A simple Transcriptor HTTP Service using whisper by OpenAI (whisper.cpp) written in python
This script can be used in combination with my fork of the buster extension, which supports a custom HTTP API like this one.
There's a hopefully very helpful help page, when fluesterpost is called with the help flag:
# or ./fluesterpost.py -h
$ ./fluesterpost.py --help
usage: fluesterpost.py [-h] [--api-key API_KEY] [--ip IP] [--port PORT]
[--audio-cache-dir AUDIO_CACHE_DIR]
[--max-file-size MAX_FILE_SIZE] [--max-cache-size MAX_CACHE_SIZE]
[--whispercpp-dir WHISPERCPP_DIR]
HTTP Server
options:
-h, --help show this help message and exit
--api-key API_KEY The api key to use. If not specified generates a secure random
key that is printed on startup.
--ip IP listening ip
--port PORT listening port
--audio-cache-dir AUDIO_CACHE_DIR
cache directory to store audio files
--max-file-size MAX_FILE_SIZE
maximum file size
--max-cache-size MAX_CACHE_SIZE
The maximum size in bytes of the audio cache directory.
--whispercpp-dir WHISPERCPP_DIR
Path to the whisper.cpp directory. If it does not exist, it is
created.
Apart from the obvious flags (--ip
, --port
, --help
) here are the explanations of the other flags:
You basically just run the python script.
python3 fluesterpost.py
When a file that can be transcribed with whisper.cpp
is received via a POST request and the API key is correct,
the transcription is sent back in text after a few seconds (or however long your system takes).
Optionally an API key can be specified. The length can be anything really (actually I don't know the theoretical limit). It can also be empty. The API key is expected to be received via an "ApiKey" HTTP Header. By default the API Key is generated each time the script is started to be random and secure and printed on launch.

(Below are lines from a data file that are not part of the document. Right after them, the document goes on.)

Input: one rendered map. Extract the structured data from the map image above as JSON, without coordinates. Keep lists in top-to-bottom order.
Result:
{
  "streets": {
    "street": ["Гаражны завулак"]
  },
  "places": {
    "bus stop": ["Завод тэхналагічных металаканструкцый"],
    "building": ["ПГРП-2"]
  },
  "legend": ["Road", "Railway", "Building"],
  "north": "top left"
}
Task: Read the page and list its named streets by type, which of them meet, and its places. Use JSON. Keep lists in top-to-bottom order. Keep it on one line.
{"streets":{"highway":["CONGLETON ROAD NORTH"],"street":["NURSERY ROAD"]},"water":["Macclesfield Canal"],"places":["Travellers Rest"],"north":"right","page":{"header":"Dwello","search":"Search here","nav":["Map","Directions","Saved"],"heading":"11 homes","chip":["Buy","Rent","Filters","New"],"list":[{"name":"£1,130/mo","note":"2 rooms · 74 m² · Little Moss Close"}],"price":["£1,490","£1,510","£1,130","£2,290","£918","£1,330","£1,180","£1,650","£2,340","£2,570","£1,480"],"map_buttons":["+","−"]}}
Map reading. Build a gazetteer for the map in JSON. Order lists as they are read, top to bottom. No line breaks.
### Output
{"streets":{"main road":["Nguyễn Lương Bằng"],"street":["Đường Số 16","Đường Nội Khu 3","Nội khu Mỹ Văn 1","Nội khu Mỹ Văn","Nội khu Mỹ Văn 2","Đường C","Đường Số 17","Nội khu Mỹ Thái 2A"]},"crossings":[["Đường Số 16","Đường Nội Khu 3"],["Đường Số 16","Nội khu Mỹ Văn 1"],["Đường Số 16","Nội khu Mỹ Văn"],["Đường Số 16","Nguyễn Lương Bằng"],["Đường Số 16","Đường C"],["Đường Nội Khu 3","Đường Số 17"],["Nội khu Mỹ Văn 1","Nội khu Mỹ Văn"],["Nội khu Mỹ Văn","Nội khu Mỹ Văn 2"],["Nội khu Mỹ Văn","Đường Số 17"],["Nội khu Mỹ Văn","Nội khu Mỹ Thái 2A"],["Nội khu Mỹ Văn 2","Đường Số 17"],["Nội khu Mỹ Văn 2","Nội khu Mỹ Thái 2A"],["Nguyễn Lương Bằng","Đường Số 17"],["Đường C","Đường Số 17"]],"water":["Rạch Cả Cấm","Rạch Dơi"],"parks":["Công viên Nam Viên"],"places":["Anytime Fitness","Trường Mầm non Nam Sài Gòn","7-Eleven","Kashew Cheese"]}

So to have a persistent API Key, it needs to be specified.
The audio files received are stored on disk (because whisper.cpp needs that).
The folder in which these files are stored can be specified using this option.
By default it is ./audio_cache
.
The maximum file size limits the size the files that may be transmitted to the server.
The default is 200MB
.
The maximum cache size limits the summarized size of the files in the audio cache directory.
If the threshold is reached, files are deleted (by creation date), until the size is below the threshold again.
The default is 5GB
.
The script checks if whisper.cpp is cloned to ./whisper.cpp/
, compiled and if the models are downloaded in ./whisper.cpp/models
.
A folder different from ./whisper.cpp
can also be specified using the --whispercpp-dir flag.